Plantar Fasciitis can be very difficult to calm down and return the female to her prior level of function without pain. Working with a physical therapist can help to establish good walking and standing habits which will help reduce the likelihood of developing foot pain (plantar fasciitis) down the line. Making sure the calf muscles, glute muscles, and posture are addressed postpartum is important.
Neck and Jaw Pain
Did you know your neck and jaw pain or headaches could be caused by your pregnancy and post-partum body positioning? With the shift of the thorax and rounding of the shoulders during pregnancy, and in the early years postpartum (due to feeding the baby) the female’s head may move into a forward head position. When the head moves forward there is increased tension in the back of the neck and muscles of the jaw due to gravity’s force on the body. When this happens pain, headaches, TMD, and neck pain can develop. Sometimes this takes months or years to develop due to the overwork of the muscles of the neck and head related to posture.

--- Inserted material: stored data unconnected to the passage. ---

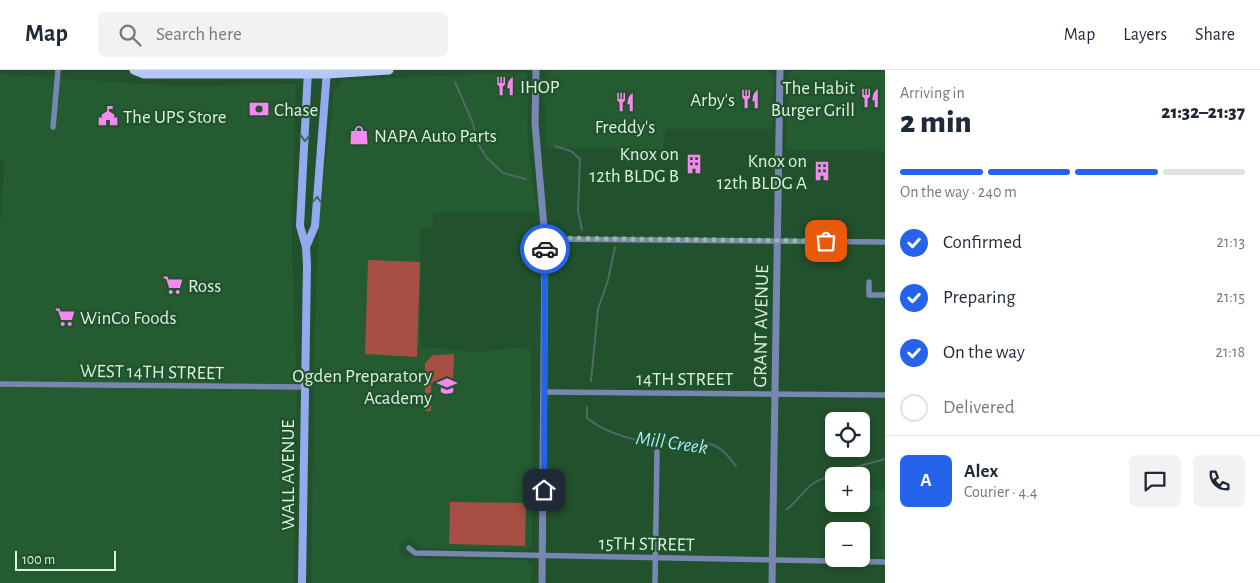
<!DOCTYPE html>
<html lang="en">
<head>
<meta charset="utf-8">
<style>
  body { margin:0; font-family:"Alegreya Sans",sans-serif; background:#f2f2f3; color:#1f2937; height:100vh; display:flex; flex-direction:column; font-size:19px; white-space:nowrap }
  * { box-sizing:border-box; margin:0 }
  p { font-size:16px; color:#747a83 }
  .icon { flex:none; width:28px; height:28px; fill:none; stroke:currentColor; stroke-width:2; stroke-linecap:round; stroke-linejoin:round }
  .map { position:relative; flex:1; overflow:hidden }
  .details { display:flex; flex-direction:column; background:#fff; width:375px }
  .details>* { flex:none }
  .controls { position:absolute; left:825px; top:342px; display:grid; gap:10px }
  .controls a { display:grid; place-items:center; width:45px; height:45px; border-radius:8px; background:#fff; box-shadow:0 2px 8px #0003; font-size:25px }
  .scale { position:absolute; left:15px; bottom:12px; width:101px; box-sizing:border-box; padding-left:5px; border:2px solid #d8f2dc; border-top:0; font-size:14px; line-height:18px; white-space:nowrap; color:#d8f2dc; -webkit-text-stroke:4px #22512d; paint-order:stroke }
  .pin { position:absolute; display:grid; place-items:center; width:42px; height:42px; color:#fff; margin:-21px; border-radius:10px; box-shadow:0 2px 8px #0006 }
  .courier { position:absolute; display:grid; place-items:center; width:50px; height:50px; margin:-25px; border:4px solid #2563eb; border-radius:50%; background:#fff; color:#222; box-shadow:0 1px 6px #0007 }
  .head em { font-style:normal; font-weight:800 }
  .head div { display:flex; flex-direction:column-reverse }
  .head { display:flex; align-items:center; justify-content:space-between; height:85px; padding:0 15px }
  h1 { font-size:32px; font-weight:800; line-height:38px }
  .bar { display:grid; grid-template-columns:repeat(4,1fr); gap:8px 5px; align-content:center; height:60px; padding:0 15px }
  .bar i { height:6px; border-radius:4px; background:#e0e1e3 }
  .bar .active { background:#2563eb }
  .bar p { grid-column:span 4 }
  .line { display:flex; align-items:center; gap:12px; padding:0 15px; border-top:1px solid #e0e1e3 }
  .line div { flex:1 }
  .round { display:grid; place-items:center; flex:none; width:52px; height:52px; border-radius:8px; background:#f2f2f3 }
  ol { padding:0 15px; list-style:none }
  li { display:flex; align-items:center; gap:15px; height:55px }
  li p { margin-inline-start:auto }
  li .icon { padding:5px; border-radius:50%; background:#2563eb; color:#fff; stroke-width:4 }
  li:last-child { color:#747a83 }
  li i { width:28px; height:28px; border:2px solid #e0e1e3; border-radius:50% }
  header { display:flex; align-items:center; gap:30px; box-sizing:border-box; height:70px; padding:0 25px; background:#fff; border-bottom:1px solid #e0e1e3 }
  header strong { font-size:24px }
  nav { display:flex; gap:28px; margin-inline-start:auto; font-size:18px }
  .search { width:350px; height:45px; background:#f2f2f3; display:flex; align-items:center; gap:12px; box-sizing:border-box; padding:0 18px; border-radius:8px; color:#747a83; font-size:19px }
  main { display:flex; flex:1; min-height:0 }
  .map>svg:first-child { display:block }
  .built { fill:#245b31 }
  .green { fill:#a74f44 }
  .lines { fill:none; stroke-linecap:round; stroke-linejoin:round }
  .stream { stroke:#526a66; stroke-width:2 }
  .minor { stroke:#7887b2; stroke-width:5.5 }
  .tertiary { stroke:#7887b2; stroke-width:7 }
  .secondary { stroke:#93aaee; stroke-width:8 }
  .primary { stroke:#b5c8fc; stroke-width:9 }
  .oneway { stroke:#3e675d }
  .done { stroke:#98ba9f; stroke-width:5; stroke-dasharray:0 9 }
  .route { stroke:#2563eb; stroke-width:6 }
  .labels { text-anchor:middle; stroke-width:4.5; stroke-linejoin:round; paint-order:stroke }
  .poi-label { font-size:19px; fill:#d8f2dc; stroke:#22512d; text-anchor:start }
  .street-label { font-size:19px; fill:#d8f2dc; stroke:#22512d }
  .water-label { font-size:20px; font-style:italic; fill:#a7edf9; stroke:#22512d }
</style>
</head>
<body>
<header>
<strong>Map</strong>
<div class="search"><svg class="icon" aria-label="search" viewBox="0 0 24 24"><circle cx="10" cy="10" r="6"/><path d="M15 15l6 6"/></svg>Search here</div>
<nav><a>Map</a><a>Layers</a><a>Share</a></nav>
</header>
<main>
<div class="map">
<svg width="885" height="513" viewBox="0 0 885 513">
  <rect width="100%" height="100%" fill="#22512d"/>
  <g class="built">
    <path d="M551,0L769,1L774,8L773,59H666L663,80L546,78L544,9Z"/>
    <path d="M793,1L885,2V81L786,80L788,8L789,3Z"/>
    <path d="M527,2L528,72L537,143H433L432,158H421L420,276L476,282L531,276L532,475L525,480L420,478L411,469L402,472L399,479L402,485L408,488L526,490L532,496L531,513H311L315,241L319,149L334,21L343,10Z"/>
    <path d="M0,4L176,16L296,14L292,169L297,325L294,513H0V158L4,93L0,88Z"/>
    <path d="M861,420H885V486H881V436L843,435L861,434Z"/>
  </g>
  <g class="green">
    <path d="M368,190L420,192L417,287L365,284Z"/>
    <path d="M454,284L453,312L431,313V341H425V293L433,285Z"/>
    <path d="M450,432L526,433L525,476L449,474Z"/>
  </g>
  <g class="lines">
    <g class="stream">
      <path d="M455,12L472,51L479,75L487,88L503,103L526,109"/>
      <path d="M555,76L571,81L580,89L578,141L582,160"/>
      <path d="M591,311L598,239L608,210L615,177"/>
      <path d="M587,337V348C604,362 637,373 659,372C676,372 696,369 713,375C722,378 730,388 736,396"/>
      <path d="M786,440C797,432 804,419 814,413C835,401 862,396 885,389"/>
    </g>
    <g class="minor">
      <path d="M53,57L58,0"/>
      <path d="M545,169L885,172"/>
      <path d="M869,212V225H885"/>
      <path d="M0,314L304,317"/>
      <path d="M544,322L885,325"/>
      <path d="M409,478L415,483L885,492"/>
      <path d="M655,513L657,382"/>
    </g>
    <g class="tertiary">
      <path d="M536,0L535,53L545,169L542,513"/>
      <path d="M772,513L780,0"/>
    </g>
    <g class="secondary">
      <path d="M306,177L315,156L327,0"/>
      <path d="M302,513L307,195L306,177L300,156L308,0"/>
    </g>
    <path class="primary" d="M134,0L144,4H327L389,0"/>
  </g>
  <defs><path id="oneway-chevron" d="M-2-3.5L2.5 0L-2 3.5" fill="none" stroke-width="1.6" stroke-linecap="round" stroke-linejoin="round" transform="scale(1.25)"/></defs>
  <g class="oneway">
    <use href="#oneway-chevron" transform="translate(305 68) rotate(93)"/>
    <use href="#oneway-chevron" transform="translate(317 130) rotate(-86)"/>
  </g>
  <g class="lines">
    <path class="done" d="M545,179V168L826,171"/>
    <path class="route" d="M544,420L545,179"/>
  </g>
  <defs>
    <symbol id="restaurant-bare" viewBox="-9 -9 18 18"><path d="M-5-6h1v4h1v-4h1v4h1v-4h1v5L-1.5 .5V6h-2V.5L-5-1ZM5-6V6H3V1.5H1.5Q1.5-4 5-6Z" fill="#f589ef" stroke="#22512d" stroke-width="2.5" paint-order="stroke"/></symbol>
    <symbol id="bank-bare" viewBox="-9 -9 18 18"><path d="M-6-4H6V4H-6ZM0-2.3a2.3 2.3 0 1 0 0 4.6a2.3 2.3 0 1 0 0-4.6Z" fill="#f589ef" stroke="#22512d" stroke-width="2.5" paint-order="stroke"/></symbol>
    <symbol id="civic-bare" viewBox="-9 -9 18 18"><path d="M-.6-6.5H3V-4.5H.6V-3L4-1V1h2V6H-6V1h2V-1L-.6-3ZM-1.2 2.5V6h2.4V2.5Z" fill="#f589ef" stroke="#22512d" stroke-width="2.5" paint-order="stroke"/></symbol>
    <symbol id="shop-bare" viewBox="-9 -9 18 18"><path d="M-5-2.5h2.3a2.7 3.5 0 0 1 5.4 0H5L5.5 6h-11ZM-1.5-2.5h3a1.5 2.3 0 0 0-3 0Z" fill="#f589ef" stroke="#22512d" stroke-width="2.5" paint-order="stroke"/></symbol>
    <symbol id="building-bare" viewBox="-9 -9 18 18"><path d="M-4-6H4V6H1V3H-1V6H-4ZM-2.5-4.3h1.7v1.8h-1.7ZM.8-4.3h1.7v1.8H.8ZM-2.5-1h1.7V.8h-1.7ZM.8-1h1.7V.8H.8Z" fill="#f589ef" stroke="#22512d" stroke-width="2.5" paint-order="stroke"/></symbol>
    <symbol id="supermarket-bare" viewBox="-9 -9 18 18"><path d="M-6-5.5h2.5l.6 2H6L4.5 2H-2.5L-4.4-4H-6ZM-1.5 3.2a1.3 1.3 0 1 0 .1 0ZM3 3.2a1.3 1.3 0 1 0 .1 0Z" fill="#f589ef" stroke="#22512d" stroke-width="2.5" paint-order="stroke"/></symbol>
    <symbol id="school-bare" viewBox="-9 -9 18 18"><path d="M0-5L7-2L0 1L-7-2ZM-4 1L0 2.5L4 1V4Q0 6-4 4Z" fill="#f589ef" stroke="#22512d" stroke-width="2.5" paint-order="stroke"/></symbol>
  </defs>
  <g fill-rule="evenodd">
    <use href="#restaurant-bare" x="491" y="2" width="28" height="28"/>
    <use href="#restaurant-bare" x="856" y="14" width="28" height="28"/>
    <use href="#restaurant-bare" x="736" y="15" width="28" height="28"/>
    <use href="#restaurant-bare" x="611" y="18" width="28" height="28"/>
    <use href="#bank-bare" x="245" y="25" width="28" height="28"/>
    <use href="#civic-bare" x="94" y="32" width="28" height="28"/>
    <use href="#shop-bare" x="345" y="51" width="28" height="28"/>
    <use href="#building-bare" x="680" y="80" width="28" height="28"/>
    <use href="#building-bare" x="808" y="87" width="28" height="28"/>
    <use href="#supermarket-bare" x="159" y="201" width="28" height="28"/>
    <use href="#supermarket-bare" x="51" y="233" width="28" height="28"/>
    <use href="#school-bare" x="433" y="302" width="28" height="28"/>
  </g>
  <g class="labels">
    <g class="poi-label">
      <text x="520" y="23">IHOP</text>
      <text x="855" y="24" text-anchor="end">The Habit<tspan x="855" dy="22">Burger Grill</tspan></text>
      <text x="735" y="36" text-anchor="end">Arby's</text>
      <text x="274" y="46">Chase</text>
      <text x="123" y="53">The UPS Store</text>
      <text x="625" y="63" text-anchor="middle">Freddy's</text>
      <text x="374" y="72">NAPA Auto Parts</text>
      <text x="679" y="90" text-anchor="end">Knox on<tspan x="679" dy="22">12th BLDG B</tspan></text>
      <text x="807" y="97" text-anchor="end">Knox on<tspan x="807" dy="22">12th BLDG A</tspan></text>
      <text x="188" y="222">Ross</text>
      <text x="80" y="254">WinCo Foods</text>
      <text x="432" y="312" text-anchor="end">Ogden Preparatory<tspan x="432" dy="22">Academy</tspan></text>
    </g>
    <g class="street-label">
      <text transform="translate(760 256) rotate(-89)" y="7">GRANT AVENUE</text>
      <text transform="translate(152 301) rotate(1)" y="7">WEST 14TH STREET</text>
      <text x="685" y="315">14TH STREET</text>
      <text transform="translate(287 405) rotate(-90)" y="7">WALL AVENUE</text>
      <text transform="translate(647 473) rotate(1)" y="7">15TH STREET</text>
    </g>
    <g class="water-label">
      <text transform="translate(672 372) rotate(8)" y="7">Mill Creek</text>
    </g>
  </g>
</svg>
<div class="controls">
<a><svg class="icon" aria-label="locate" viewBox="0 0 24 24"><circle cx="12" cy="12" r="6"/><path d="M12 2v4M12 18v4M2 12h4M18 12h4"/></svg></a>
<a>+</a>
<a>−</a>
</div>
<div class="scale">100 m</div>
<div class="pin" style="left:826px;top:171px;background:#ea580c"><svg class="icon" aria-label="bag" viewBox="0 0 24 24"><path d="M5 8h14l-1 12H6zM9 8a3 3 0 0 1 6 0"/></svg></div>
<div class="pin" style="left:544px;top:420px;background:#1f2937"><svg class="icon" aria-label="home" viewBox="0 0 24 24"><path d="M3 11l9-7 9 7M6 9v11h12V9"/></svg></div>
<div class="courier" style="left:545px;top:179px"><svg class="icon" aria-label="car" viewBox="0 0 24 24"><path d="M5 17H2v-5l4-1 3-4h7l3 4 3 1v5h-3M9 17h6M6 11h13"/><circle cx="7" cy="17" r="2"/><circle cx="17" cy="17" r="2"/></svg></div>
</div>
<section class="details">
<div class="head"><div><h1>2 min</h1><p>Arriving in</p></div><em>21:32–21:37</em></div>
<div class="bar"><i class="active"></i><i class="active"></i><i class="active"></i><i></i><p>On the way · 240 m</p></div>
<ol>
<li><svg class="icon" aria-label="check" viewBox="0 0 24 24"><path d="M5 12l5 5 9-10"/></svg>Confirmed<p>21:13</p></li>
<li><svg class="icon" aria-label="check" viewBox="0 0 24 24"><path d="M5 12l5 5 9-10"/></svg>Preparing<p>21:15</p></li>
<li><svg class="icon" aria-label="check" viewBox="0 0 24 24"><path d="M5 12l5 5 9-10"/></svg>On the way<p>21:18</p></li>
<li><i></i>Delivered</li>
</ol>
<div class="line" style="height:90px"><b class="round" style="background:#2563eb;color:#fff">A</b><div><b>Alex</b><p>Courier · 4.4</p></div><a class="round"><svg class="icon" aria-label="chat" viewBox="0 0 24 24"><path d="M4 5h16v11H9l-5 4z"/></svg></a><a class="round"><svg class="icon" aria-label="phone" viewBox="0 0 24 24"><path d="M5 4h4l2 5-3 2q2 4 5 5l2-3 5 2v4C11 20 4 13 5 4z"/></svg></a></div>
</section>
</main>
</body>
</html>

Proper care should be taken post-partum to address postural changes, stretch the upper back and chest, and develop alignment awareness. There are great positioning pillows and other pregnancy and post-partum tools out there that can help with posture and positioning. Using them will help prevent poor postures and decrease your risk for neck and jaw pain or headaches.
These are just some of the hidden issues of postpartum that can cause problems in the future. Even if you don’t feel like your body needs attention right after giving birth, having a PT assessment with a pelvic floor specialist PT can help prevent possible problems years down the road. They can make sure you regain your flexibility, mobility, and strength to allow for pain-free and injury-free years ahead.